**RECORDS SHOWN:**
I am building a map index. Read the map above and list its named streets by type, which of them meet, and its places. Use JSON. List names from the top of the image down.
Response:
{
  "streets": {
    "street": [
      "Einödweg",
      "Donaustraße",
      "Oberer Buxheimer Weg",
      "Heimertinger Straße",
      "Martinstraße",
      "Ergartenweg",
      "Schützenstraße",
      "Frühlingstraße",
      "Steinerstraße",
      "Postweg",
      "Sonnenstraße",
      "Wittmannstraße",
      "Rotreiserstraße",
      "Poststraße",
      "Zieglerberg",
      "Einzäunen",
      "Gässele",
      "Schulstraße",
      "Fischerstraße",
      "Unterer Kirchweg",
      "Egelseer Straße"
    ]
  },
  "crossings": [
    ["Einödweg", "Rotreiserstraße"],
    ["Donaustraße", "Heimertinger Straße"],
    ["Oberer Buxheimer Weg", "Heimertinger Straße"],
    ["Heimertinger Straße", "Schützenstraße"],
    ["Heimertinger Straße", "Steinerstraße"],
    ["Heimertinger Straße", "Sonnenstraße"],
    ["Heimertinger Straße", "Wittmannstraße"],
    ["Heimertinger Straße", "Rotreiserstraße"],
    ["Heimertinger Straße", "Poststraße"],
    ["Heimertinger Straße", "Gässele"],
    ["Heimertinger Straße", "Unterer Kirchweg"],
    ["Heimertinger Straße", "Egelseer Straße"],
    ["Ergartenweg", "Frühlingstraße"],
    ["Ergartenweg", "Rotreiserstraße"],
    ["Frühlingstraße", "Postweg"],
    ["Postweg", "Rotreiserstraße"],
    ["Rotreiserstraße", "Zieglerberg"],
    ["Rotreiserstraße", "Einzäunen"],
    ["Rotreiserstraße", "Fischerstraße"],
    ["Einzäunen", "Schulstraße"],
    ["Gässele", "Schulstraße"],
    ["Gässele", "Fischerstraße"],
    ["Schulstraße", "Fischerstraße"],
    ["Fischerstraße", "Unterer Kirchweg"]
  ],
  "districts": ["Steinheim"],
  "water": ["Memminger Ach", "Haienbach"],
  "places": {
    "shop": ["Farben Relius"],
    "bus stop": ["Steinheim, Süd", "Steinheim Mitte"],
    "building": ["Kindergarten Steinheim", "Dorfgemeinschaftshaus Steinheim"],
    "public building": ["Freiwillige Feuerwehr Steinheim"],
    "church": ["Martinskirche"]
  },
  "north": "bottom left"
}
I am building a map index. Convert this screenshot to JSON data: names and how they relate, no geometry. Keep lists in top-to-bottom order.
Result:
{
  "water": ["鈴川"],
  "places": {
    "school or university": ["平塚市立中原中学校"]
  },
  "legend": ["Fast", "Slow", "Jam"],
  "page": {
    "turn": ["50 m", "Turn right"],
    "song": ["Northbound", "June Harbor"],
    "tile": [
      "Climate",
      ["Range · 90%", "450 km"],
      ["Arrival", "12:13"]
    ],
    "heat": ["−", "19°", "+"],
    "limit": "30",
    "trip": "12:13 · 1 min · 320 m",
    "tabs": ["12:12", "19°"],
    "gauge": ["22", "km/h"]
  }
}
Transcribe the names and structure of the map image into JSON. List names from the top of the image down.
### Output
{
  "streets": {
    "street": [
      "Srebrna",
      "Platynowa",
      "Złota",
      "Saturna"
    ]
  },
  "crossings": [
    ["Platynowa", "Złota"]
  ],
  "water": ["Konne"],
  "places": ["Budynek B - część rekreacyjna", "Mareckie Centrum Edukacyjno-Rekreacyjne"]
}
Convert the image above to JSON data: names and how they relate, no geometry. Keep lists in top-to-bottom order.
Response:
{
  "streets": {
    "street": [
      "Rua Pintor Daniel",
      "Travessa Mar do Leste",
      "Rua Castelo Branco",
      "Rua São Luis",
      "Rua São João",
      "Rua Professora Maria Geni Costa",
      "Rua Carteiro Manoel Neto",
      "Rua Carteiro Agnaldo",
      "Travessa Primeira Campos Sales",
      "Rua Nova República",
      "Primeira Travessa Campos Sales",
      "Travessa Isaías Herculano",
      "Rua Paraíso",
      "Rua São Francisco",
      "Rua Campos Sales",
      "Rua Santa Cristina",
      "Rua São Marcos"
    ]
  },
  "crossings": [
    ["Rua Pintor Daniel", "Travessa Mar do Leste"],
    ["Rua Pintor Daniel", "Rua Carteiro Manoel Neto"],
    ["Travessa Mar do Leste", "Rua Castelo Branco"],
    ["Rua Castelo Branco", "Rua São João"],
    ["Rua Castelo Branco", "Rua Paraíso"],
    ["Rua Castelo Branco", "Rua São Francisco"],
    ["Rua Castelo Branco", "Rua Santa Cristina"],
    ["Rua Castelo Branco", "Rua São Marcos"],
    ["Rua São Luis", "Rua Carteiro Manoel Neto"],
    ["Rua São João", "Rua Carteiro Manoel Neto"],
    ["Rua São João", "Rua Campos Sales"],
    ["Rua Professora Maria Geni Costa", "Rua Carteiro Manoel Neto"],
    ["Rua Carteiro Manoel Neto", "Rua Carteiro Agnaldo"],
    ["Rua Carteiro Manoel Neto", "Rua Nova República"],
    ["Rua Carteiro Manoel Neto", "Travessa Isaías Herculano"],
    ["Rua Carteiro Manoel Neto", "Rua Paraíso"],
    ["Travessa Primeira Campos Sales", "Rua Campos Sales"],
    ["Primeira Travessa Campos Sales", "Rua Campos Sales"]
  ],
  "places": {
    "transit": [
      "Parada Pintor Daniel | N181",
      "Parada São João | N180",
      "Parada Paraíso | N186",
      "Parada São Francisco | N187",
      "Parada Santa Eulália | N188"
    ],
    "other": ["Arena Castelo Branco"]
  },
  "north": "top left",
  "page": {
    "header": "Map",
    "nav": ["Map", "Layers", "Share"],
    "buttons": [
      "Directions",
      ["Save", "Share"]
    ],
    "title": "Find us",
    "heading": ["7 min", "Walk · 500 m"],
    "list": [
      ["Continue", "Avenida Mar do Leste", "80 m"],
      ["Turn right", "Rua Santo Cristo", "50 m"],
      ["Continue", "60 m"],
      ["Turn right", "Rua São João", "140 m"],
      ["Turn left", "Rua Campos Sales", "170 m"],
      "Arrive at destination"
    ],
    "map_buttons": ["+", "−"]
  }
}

**TRY IT:** Going through the data above, count each line that contains "Steinheim" and give only that figure.

**WRITTEN REPLY:** 4